Interieurvoorverwarming-extra verwarmingsaggregaat start niet
Als de interieurvoorverwarming / het extra verwarmingsaggregaat niet start, dan is de waarschijnlijkste oorzaak een noodvergrendeling vanwege de volgende omstandigheden:
- 1) Te lage spanning in het boordnet
- 2) Oververhitting van de interieurvoorverwarming
- 3) Brandstofgebrek
- M.b.t. 1) Wordt er een te lage spanning in het boordnet vastgesteld, dan wordt het starten van de interieurvoorverwarming / het extra verwarmingsaggregaat voorkomen. De accutoestand en de dynamo controleren, zo nodig accu bijladen. De klant naar zijn rijprofiel vragen.

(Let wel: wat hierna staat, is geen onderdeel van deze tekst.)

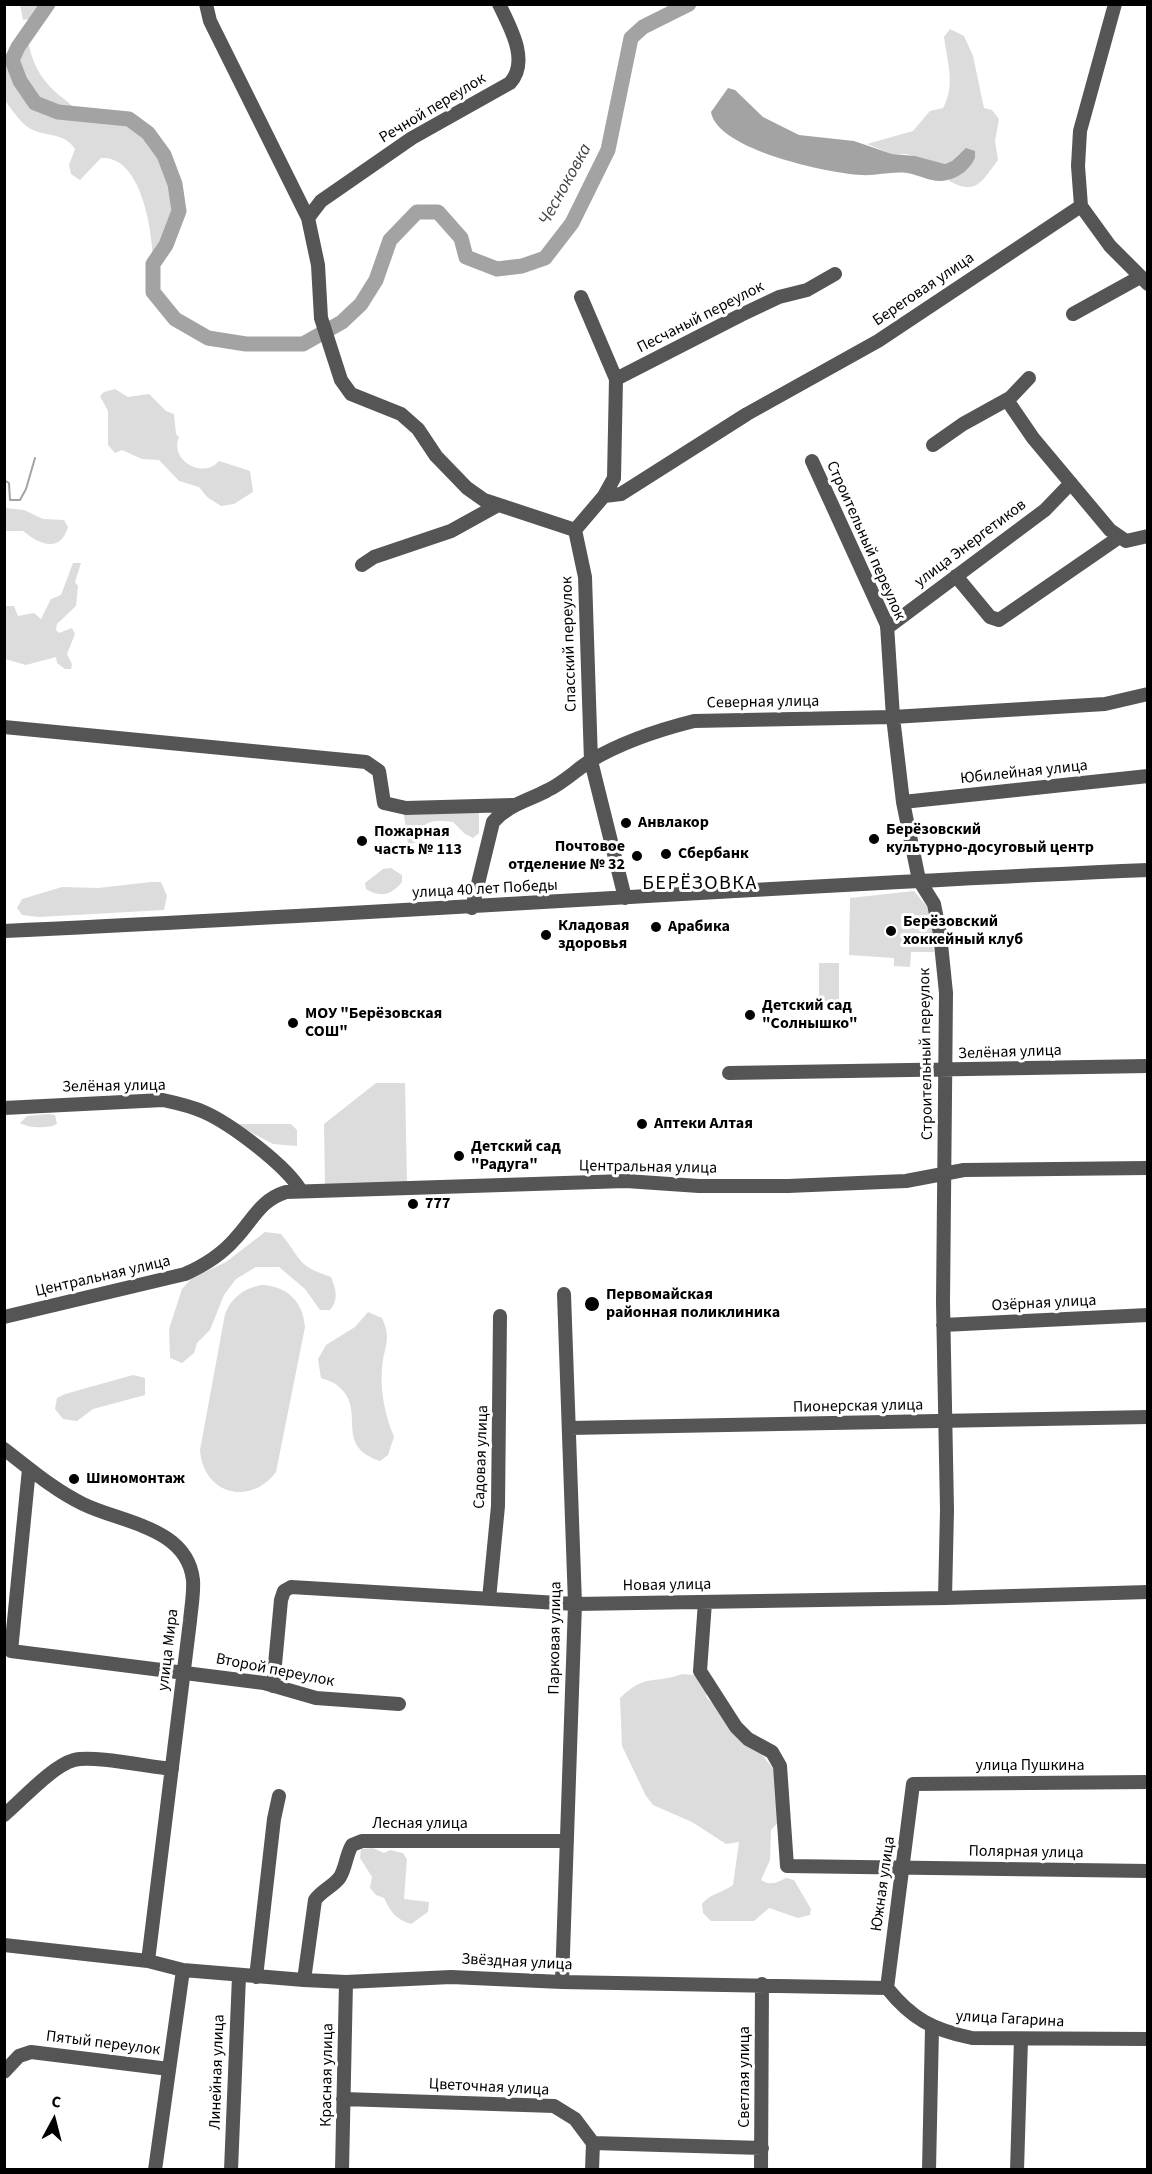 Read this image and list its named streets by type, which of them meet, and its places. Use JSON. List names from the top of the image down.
{
  "streets": {
    "street": [
      "Речной переулок",
      "Береговая улица",
      "Песчаный переулок",
      "Строительный переулок",
      "улица Энергетиков",
      "Спасский переулок",
      "Северная улица",
      "Юбилейная улица",
      "улица 40 лет Победы",
      "Зелёная улица",
      "Центральная улица",
      "Озёрная улица",
      "Пионерская улица",
      "Садовая улица",
      "Новая улица",
      "Парковая улица",
      "улица Мира",
      "Второй переулок",
      "улица Пушкина",
      "Лесная улица",
      "Полярная улица",
      "Южная улица",
      "Звёздная улица",
      "улица Гагарина",
      "Пятый переулок",
      "Линейная улица",
      "Красная улица",
      "Светлая улица",
      "Цветочная улица"
    ]
  },
  "crossings": [
    ["Строительный переулок", "улица Энергетиков"],
    ["Строительный переулок", "Северная улица"],
    ["Строительный переулок", "Юбилейная улица"],
    ["Строительный переулок", "улица 40 лет Победы"],
    ["Строительный переулок", "Зелёная улица"],
    ["Строительный переулок", "Центральная улица"],
    ["Строительный переулок", "Озёрная улица"],
    ["Строительный переулок", "Пионерская улица"],
    ["Строительный переулок", "Новая улица"],
    ["Спасский переулок", "Северная улица"],
    ["Спасский переулок", "улица 40 лет Победы"],
    ["Северная улица", "улица 40 лет Победы"],
    ["Зелёная улица", "Центральная улица"],
    ["Пионерская улица", "Парковая улица"],
    ["Садовая улица", "Новая улица"],
    ["Новая улица", "Парковая улица"],
    ["Новая улица", "Второй переулок"],
    ["Новая улица", "Полярная улица"],
    ["Парковая улица", "Лесная улица"],
    ["Парковая улица", "Звёздная улица"],
    ["улица Мира", "Второй переулок"],
    ["улица Мира", "Звёздная улица"],
    ["улица Пушкина", "Южная улица"],
    ["Лесная улица", "Звёздная улица"],
    ["Полярная улица", "Южная улица"],
    ["Южная улица", "Звёздная улица"],
    ["Южная улица", "улица Гагарина"],
    ["Звёздная улица", "улица Гагарина"],
    ["Звёздная улица", "Линейная улица"],
    ["Звёздная улица", "Красная улица"],
    ["Звёздная улица", "Светлая улица"],
    ["Красная улица", "Цветочная улица"]
  ],
  "districts": ["БЕРЁЗОВКА"],
  "water": ["Чесноковка"],
  "places": [
    "Анвлакор",
    "Берёзовский культурно-досуговый центр",
    "Пожарная часть № 113",
    "Сбербанк",
    "Почтовое отделение № 32",
    "Арабика",
    "Берёзовский хоккейный клуб",
    "Кладовая здоровья",
    "Детский сад \"Солнышко\"",
    "МОУ \"Берёзовская СОШ\"",
    "Аптеки Алтая",
    "Детский сад \"Радуга\"",
    "777",
    "Первомайская районная поликлиника",
    "Шиномонтаж"
  ],
  "north": "top"
}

Bij een rijprofiel met het vaak rijden van korte afstanden de klant op de ongunstige laadbalans van de accu wijzen. De hieruit resulterende beperkingen in het functioneren van de interieurvoorverwarming verklaren.
- M.b.t. 2) Wordt een oververhitting van de interieurvoorverwarming vastgesteld, dan wordt de interieurvoorverwarming niet gestart. Het koelvloeistofpeil controleren en bij verdenking van lekkage het koelsysteem hierop controleren. Zo nodig de samenstelling van de koelvloeistof controleren. De magneetkleppen van het koelsysteem overeenkomstig de voorschriften controleren en ten aanzien van verkeerde schakelingen controleren. De koelvloeistofslangen ten aanzien van plaatsen met een knik, kapotte slangklemmen en algemene beschadigingen controleren. Om een nieuwe, succesvolle start te initialiseren, de interieurvoorverwarming laten afkoelen en de vergrendeling resetten.
- M.b.t. 3) De interieurvoorverwarming / het extra verwarmingsaggregaat probeert tot driemaal te starten. Als dit niet lukt, wordt de regeleenheid vergrendeld. De minimaal noodzakelijke tankinhoud is 8 liter brandstof. Dat betekent dat bij de reservestand of een te laag brandstofpeil werkt de interieurvoorverwarming niet. Om het probleem te verhelpen voldoende brandstof tanken en vervolgens de noodvergrendeling resetten. Als er voldoende brandstof beschikbaar is, alle slangen op een plaats met een knik en op lekkages controleren.
- 4) Verder kan een opgeslagen storing in de IHKA-regeleenheid het starten van de interieurvoorverwarming / het extra verwarmingsaggregaat voorkomen. De in het storingsgeheugen opgeslagen storing (storing K-bus) wijst op een storing in de communicatie tussen de IHKA-regeleenheid en de interieurvoorverwarming / het extra verwarmingsaggregaat. In dit geval het storingsgeheugen van de IHKA-regeleenheid wissen en opnieuw starten (controleschema in acht nemen).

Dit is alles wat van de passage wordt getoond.